(Material provided)
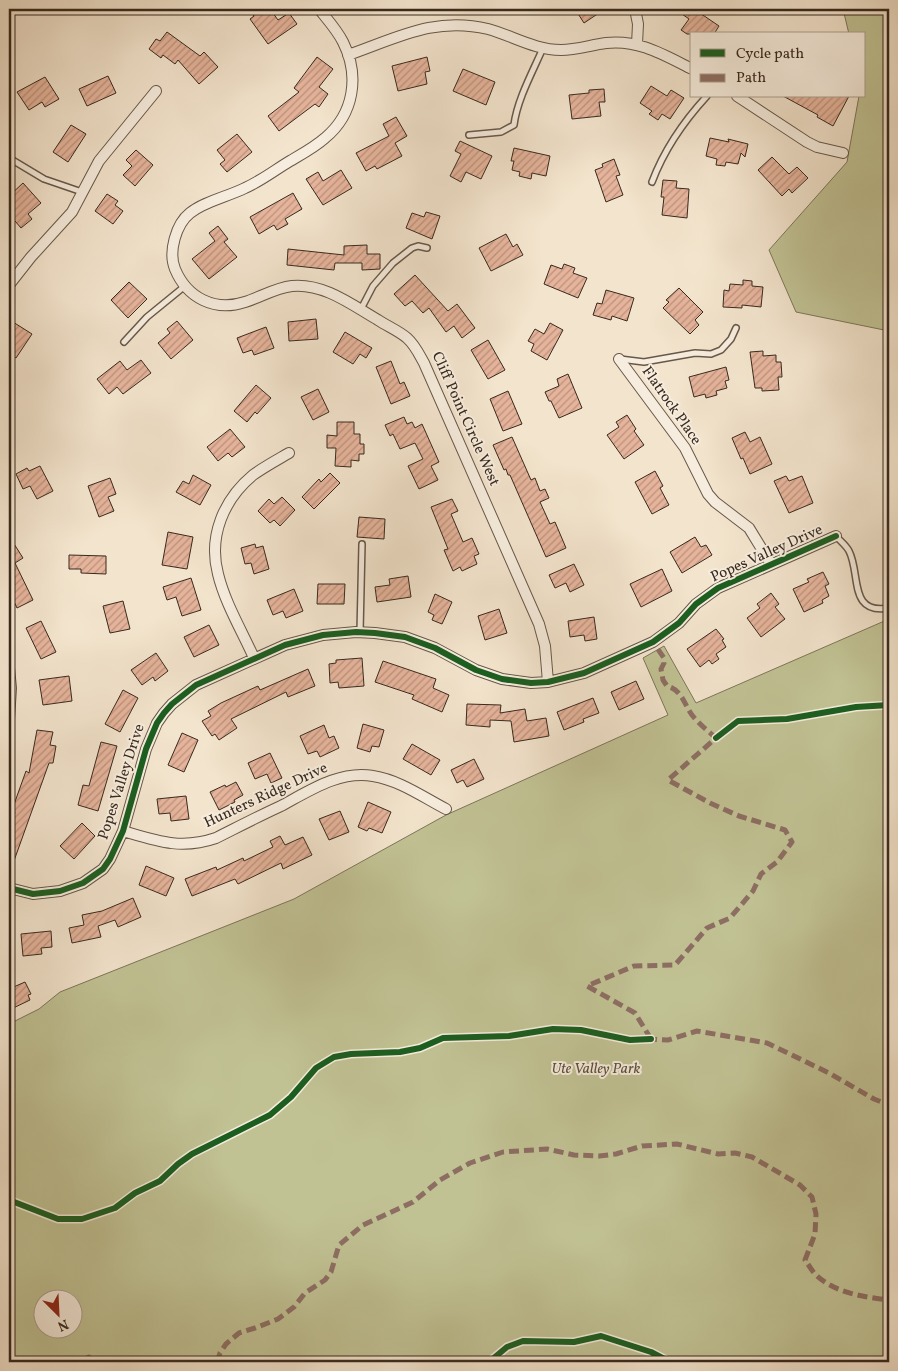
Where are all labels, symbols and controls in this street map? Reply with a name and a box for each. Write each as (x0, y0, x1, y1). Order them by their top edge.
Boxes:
legend (690, 32, 866, 98)
text: Cycle path (736, 44, 804, 65)
text: Path (736, 68, 766, 89)
street label: Cliff Point Circle West (426, 348, 504, 490)
street label: Flatrock Place (636, 362, 706, 450)
street label: Popes Valley Drive (708, 520, 826, 588)
street label: Popes Valley Drive (93, 721, 151, 843)
street label: Hunters Ridge Drive (201, 758, 331, 834)
park label: Ute Valley Park (551, 1059, 641, 1080)
north arrow (32, 1288, 82, 1338)
text: N (54, 1314, 71, 1335)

(Task item) For each entry above, write it out again exactly but leave out any picture.

(Output for this task)
Where are all labels, symbols and controls in this street map? Reply with a name and a box for each. Write each as (x0, y0, x1, y1). Order them by their top edge.
Boxes:
legend (690, 32, 866, 98)
text: Cycle path (736, 44, 804, 65)
text: Path (736, 68, 766, 89)
street label: Cliff Point Circle West (426, 348, 504, 490)
street label: Flatrock Place (636, 362, 706, 450)
street label: Popes Valley Drive (708, 520, 826, 588)
street label: Popes Valley Drive (93, 721, 151, 843)
street label: Hunters Ridge Drive (201, 758, 331, 834)
park label: Ute Valley Park (551, 1059, 641, 1080)
north arrow (32, 1288, 82, 1338)
text: N (54, 1314, 71, 1335)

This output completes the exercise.